Given records:
----------------
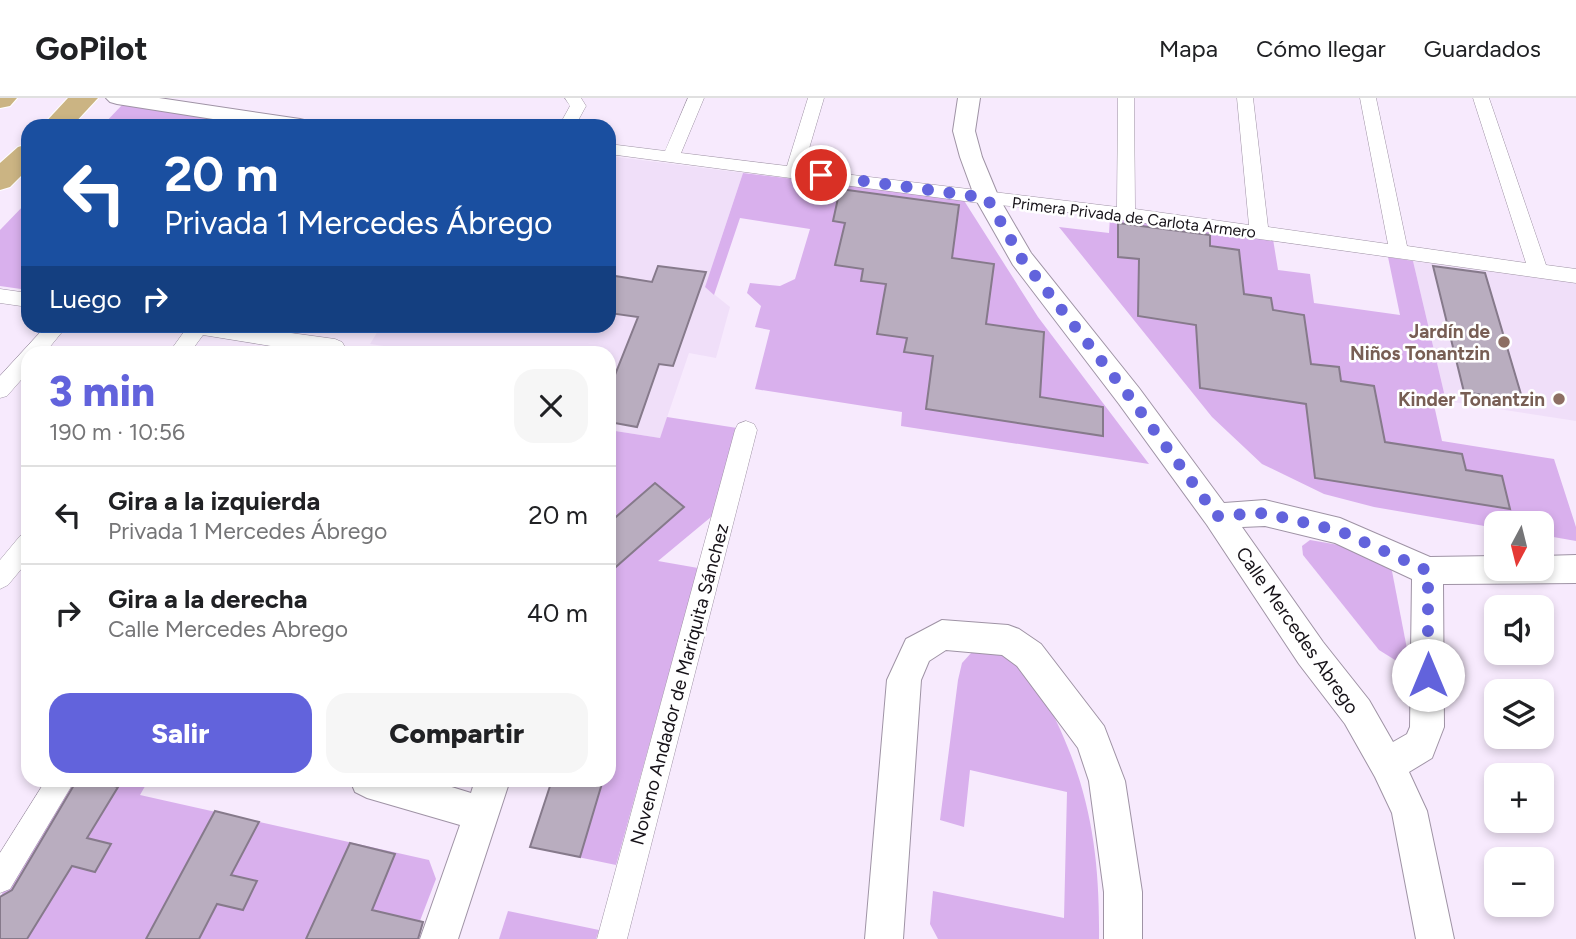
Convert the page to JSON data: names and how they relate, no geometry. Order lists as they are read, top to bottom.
----------------
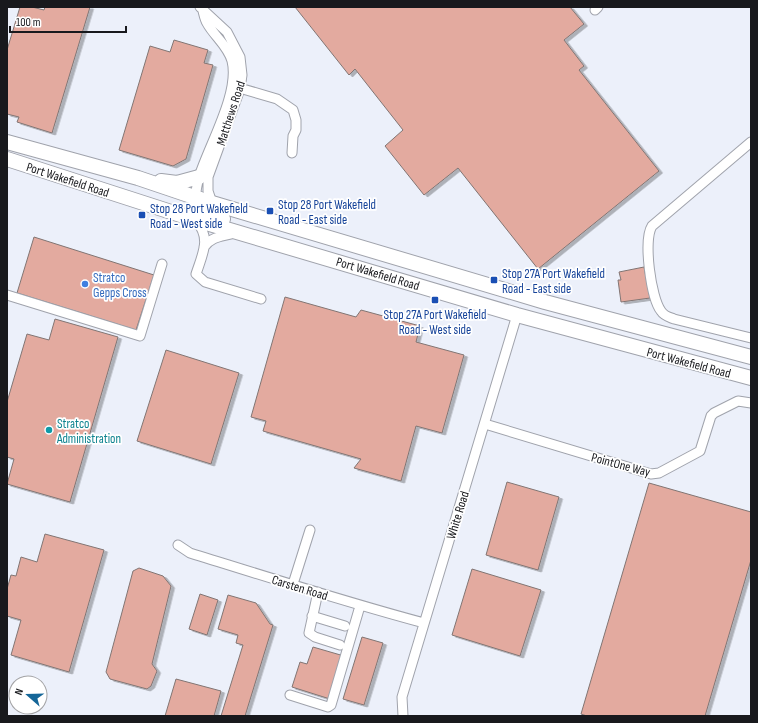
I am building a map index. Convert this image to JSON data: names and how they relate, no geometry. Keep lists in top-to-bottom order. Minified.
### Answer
----------------
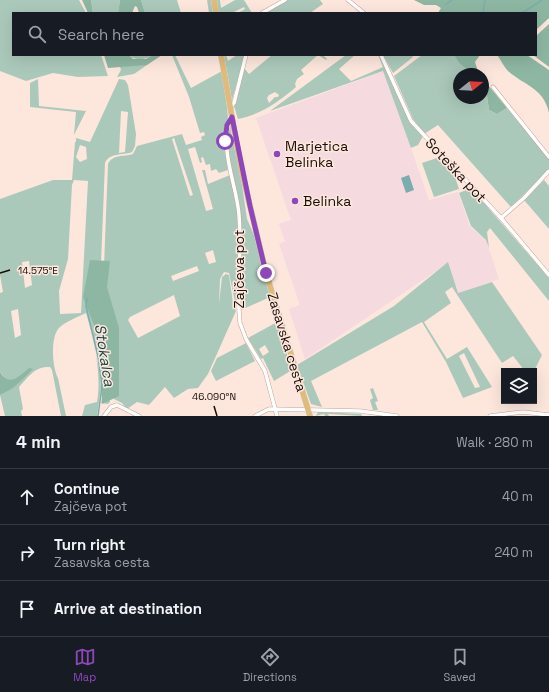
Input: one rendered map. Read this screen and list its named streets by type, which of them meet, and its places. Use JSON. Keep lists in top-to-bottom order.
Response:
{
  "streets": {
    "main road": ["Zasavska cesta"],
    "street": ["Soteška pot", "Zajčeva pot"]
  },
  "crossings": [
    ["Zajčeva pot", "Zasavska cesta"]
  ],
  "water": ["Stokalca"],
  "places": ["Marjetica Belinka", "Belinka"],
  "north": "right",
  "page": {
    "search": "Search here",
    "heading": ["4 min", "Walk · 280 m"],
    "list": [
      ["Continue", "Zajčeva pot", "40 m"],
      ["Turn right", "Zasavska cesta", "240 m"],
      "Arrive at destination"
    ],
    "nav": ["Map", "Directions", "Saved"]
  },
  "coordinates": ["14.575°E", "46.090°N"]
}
----------------
About this exercise:
Scan the listing for "geometry" and copy out each line that has it.

Result:
Convert the page to JSON data: names and how they relate, no geometry. Order lists as they are read, top to bottom.
I am building a map index. Convert this image to JSON data: names and how they relate, no geometry. Keep lists in top-to-bottom order. Minified.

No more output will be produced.